Pada masa-masa sulit, biasanya manusia lebih mengarah pada pemahaman untuk meredakan penderitaannya dibanding harus memikirkan untuk membangun kebahagiaan. Padahal pada masa itu yang lebih penting adalah memahami dan menompang energi-energi positif seperti demokrasi, keluarga yang kukuh, dan kebabasan informasi. Pada masa-masa sulit, memahami dan membangun kekuatan serta kebajikan-diantaranya keberanian, perspektif, integritas, kesetaraan, loyalitas-bisa jadi lebih mendesak daripada ketika masa-masa menyenangkan.

Psikologi positif sebenarnya adalah suatu bidang ilmu yang memandang manusia tidak hanya pada segi masalah. Tapi juga bagaimana manusia bisa mencapai kebahagiaan atau kehidupan bermakna. Ini bisa didapatkan dengan membangun energi-energi positif dalam diri manusia itu sendiri.

Dimana dulunya sebelum kedatangan psikologi positif ini, psikologi hanya dianggap sebagai bidang keilmuan yang diidentikkan dengan penyelesaian masalah-masalah dan gangguan-gangguan yang dialami oleh manusia. Psikologi positif mencoba memandang manusia dari sisi lain. Jika Psikologi patogenis memusatkan perhatian pada penderitaan, maka psikologi positif berperan penting dalam kaitannya dengan membangun kebahagiaan.
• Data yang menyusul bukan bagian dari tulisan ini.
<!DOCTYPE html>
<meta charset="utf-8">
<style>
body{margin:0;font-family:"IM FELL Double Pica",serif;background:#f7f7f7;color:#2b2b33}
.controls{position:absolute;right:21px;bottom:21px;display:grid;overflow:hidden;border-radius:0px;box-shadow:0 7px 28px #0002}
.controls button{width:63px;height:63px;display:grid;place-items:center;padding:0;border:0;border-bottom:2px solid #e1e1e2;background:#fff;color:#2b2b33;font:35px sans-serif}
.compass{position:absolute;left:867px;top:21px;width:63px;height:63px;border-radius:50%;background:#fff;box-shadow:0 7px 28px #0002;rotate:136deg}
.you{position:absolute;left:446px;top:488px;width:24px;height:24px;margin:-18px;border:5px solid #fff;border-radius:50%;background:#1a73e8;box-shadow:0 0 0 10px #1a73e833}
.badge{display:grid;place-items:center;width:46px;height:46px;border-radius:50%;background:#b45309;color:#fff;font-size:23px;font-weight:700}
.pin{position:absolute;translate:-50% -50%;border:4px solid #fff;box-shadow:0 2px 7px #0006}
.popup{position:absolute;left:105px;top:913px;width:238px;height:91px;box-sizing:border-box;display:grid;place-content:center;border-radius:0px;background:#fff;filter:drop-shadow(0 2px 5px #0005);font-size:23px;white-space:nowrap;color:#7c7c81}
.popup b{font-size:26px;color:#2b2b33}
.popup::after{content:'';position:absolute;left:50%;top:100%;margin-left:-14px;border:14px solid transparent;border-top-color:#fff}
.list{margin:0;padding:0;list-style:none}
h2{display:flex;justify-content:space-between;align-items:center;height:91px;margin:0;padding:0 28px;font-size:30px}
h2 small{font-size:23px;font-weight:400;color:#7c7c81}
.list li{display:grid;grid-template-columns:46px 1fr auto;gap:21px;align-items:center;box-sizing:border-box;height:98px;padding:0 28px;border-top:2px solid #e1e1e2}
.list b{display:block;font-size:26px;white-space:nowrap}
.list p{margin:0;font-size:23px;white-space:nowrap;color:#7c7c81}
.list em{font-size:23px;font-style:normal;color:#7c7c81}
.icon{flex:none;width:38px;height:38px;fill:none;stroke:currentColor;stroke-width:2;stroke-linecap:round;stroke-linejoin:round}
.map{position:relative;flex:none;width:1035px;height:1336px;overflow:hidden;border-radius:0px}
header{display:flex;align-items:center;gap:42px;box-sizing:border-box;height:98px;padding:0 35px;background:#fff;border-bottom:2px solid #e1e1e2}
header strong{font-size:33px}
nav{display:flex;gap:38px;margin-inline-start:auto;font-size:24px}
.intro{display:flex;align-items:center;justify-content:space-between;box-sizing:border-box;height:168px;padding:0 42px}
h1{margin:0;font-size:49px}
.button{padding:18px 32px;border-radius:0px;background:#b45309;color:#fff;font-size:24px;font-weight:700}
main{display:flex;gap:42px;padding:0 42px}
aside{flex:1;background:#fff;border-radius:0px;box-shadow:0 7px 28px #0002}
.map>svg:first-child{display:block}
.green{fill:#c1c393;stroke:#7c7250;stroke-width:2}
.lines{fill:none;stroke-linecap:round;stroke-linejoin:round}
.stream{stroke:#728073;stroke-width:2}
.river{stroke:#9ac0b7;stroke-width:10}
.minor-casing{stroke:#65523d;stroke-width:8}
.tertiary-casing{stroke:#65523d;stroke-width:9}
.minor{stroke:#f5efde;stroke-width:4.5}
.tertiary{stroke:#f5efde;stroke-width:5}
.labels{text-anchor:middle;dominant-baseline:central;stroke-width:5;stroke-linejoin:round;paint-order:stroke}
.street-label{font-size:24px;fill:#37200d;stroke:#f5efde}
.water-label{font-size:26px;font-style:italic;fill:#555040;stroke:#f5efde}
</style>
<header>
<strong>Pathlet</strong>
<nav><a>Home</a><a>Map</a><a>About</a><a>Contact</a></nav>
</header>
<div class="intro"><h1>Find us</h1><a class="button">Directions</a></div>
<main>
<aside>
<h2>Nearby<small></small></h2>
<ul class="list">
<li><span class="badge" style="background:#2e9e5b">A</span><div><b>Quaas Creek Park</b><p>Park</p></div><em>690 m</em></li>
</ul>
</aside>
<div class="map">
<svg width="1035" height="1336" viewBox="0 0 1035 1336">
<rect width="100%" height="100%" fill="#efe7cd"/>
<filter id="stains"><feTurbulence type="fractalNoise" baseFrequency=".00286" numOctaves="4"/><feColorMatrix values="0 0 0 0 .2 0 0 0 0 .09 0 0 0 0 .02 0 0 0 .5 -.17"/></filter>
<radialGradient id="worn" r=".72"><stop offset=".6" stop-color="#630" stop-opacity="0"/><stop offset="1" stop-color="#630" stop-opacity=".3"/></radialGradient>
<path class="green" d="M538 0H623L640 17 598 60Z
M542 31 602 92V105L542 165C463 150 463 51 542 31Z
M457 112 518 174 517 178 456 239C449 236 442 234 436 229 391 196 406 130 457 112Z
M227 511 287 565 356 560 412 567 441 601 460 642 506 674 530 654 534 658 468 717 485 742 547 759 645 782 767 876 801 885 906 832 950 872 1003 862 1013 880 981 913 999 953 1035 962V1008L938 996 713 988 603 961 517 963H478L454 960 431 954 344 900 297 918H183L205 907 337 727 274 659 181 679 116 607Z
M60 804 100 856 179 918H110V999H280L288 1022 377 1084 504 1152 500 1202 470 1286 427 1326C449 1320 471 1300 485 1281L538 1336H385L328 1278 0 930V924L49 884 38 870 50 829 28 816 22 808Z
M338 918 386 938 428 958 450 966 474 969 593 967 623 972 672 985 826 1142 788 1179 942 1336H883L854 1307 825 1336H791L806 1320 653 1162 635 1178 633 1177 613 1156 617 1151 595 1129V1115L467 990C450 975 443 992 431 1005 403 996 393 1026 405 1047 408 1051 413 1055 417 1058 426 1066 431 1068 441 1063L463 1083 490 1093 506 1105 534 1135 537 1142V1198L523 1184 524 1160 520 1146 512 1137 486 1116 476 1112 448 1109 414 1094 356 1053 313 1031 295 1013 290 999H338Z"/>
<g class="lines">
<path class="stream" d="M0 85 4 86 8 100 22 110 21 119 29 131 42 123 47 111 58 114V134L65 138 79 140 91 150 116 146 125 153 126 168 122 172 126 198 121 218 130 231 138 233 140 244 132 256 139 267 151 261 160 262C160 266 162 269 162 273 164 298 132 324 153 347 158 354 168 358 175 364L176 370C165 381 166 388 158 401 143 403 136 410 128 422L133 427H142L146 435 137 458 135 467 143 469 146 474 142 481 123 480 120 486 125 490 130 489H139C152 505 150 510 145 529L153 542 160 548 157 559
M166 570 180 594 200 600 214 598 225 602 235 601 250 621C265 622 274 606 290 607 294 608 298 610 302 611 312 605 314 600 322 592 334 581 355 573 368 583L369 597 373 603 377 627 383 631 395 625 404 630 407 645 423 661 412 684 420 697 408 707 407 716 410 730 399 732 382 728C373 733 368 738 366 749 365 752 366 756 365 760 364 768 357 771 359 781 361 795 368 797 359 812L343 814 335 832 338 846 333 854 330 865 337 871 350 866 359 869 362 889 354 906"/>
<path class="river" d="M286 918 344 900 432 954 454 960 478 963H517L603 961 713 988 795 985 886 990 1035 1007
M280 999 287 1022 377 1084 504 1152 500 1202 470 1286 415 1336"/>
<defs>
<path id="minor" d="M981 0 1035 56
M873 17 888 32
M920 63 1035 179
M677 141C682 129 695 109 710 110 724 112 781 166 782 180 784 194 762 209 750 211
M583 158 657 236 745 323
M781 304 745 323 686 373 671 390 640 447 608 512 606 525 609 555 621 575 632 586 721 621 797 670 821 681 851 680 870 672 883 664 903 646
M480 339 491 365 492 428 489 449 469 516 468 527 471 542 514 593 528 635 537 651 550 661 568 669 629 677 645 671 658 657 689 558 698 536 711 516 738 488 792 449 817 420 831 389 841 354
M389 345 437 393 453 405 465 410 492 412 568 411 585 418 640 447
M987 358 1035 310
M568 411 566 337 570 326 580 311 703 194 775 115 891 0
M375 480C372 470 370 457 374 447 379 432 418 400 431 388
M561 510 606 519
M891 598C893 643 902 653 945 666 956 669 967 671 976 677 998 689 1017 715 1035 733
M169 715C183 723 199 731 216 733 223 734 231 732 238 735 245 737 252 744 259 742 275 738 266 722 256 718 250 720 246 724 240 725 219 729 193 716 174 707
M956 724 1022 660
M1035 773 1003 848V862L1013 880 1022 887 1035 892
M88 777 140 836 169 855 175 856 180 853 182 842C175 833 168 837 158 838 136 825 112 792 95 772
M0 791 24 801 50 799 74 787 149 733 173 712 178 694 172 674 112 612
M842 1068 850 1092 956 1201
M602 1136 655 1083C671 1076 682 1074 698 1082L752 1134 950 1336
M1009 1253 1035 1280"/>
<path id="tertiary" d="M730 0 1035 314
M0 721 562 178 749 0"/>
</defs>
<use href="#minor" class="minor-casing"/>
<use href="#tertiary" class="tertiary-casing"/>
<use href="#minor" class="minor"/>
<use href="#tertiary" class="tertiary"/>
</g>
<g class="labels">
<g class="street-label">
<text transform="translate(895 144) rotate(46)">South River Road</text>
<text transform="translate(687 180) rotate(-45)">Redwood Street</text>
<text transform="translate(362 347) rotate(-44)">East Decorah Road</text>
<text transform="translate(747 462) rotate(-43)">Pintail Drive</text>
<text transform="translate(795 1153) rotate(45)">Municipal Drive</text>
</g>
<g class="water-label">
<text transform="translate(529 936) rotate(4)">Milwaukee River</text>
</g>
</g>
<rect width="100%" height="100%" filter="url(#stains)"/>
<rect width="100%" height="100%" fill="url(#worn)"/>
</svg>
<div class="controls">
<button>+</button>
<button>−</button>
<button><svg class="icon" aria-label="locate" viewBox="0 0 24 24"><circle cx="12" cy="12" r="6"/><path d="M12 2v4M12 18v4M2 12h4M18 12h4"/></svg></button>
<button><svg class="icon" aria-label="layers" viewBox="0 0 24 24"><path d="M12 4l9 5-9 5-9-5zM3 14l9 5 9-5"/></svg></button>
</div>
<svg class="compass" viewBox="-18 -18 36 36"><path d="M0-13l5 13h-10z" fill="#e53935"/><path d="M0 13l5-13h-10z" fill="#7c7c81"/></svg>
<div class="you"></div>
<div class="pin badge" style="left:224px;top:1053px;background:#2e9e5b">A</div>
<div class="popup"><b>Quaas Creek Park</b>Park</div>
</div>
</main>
Sementara itu psikologi selama ini hanya berkutat pada sifat-sifat buruk atau sifat negative manusia, psikologi positif ingin menampilkan sifat-sifat indah dari manusia. seperti berpikir positif, penerimaan diri, kematangan emosional, aktualisasi diri dan sebagainya yang membawa manusia mengarahkan energy positifnya dan menuju pada kehidupan bermakna seperti yang dikemukakan oleh “Aristoteles” dengan “ Kehidupan yang baik”.

Dengan begitu kita akan tau bahwa manusia bukan hanya mahluk rakus, homo ovarus, yang mementingkan diri sendiri, tetapi juga makhluk yang tidak bisa hidup normal tanpa mencintai dan dicintai.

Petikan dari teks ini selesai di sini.